Sebastião Salgado: Glaciers
Elisa Palazzi, Lélia Wanick Salgado (Editor)
Prestel, 2026
€56,00
One of the world’s best-known artists, as well as photographer, activist and humanist, throughout his long career Sebastião Salgado (1944-2025) has chronicled profound social, environmental and economic changes, giving voice to the last on the planet. In recent years he has taken hundreds of shots of one of the most striking natural environments and at the same time one of the most endangered ecosystems: that of the perennial snows.

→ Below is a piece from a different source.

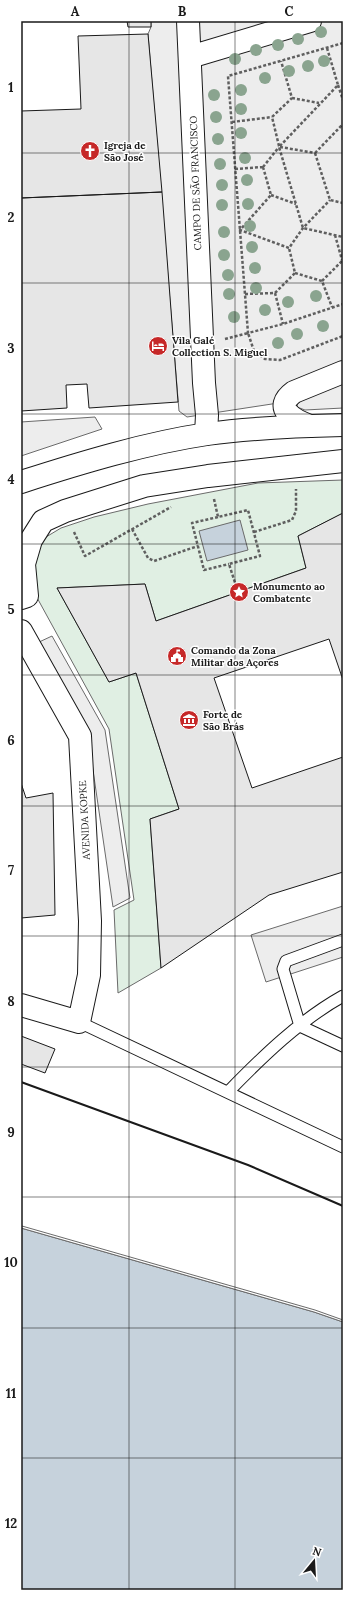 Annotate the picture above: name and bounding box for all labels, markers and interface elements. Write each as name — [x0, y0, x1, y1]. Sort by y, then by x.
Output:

From the ice fields of Patagonia and the peaks of the Himalayas to the vast shelves of Antarctica and the volcanic flanks of Kamchatka, these images record the forms, textures, and scale of glacial landscapes around the world. Shot in Salgado’s large-format, black-and-white style, the photographs emphasize the physical presence of ice—its ridges, fractures, density, and drift. Light and shadow reveal the structural complexity of each scene, from massive crevasses to the delicate patterns of wind-swept snow. An essay by climate scientist Elisa Palazzi examines the science of glacier formation, transformation, and decline. Pairing meticulous sequencing with refined design and premium duotone printing, the book offers a focused and enduring portrait of the world’s glaciers at a critical moment in their history.